As in many Western democracies, voter apathy is a current concern, after a dramatic decline in election turnout recently. Turnout fell from 77% in 1992, and 71% in 1997, to a historic low of 59% in 2001. It increased to 61% in 2005, and 65% in 2010. The main reasons identified for low turnout are:
- Lack of variation between the ideologies of the main parties.
- Decline in partisanship as many voters are no longer permanently loyal to one party.
- Reduction in the popularity of various party leaderships.
- Dissatisfaction with parties' record on public services, education, transport etc.
- Lack of interest in the election campaign.
- Voters believing their vote will have no effect on the overall outcome. There is an inverse relationship between turnout in a constituency and the winning candidate's majority in that seat.
- Unpopularity of First Past The Post amongst the many smaller political parties such as Liberal Democrats, Green Party, SNP etc. as well as amongst some political commentators and academics such as Medhi Hasan.
Possible measures to increase turnout include:
- Compulsory voting
- Electoral reform, towards proportional representation, advocated by the Liberal Democrats, Green Party and many other minor parties
- New voting methods such as post, telephone, and internet.

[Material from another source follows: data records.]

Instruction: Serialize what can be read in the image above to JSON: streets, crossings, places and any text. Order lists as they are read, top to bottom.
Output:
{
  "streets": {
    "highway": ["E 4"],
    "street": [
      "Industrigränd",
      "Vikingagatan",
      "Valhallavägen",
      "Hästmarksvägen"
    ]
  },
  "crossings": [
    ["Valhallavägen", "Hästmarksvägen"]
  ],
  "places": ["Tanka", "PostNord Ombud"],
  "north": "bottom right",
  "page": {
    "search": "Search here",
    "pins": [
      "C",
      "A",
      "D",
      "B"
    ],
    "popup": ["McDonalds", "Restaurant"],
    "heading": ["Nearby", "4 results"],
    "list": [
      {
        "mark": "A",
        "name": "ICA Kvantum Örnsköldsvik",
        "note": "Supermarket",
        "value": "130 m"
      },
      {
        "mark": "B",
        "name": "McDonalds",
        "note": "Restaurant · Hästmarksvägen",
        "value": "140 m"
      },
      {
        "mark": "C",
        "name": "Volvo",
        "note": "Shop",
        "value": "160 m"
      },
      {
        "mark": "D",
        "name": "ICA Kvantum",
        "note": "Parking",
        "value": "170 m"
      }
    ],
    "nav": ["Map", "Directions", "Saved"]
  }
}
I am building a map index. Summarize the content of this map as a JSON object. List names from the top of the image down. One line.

There were several criminal proceedings after the last general election which highlighted weaknesses in the postal voting system and resulted in a cooling of enthusiasm for IT and proxy arrangements.
- Lowering the voting age, which has recently seen support, most notably the 'Votes for 16' campaign which was launched in 2003. Furthermore lowering the voting age to 16 is endorsed by independent commissions such as the Commission on Local Governance in England and the Human Rights Commission in Northern Ireland.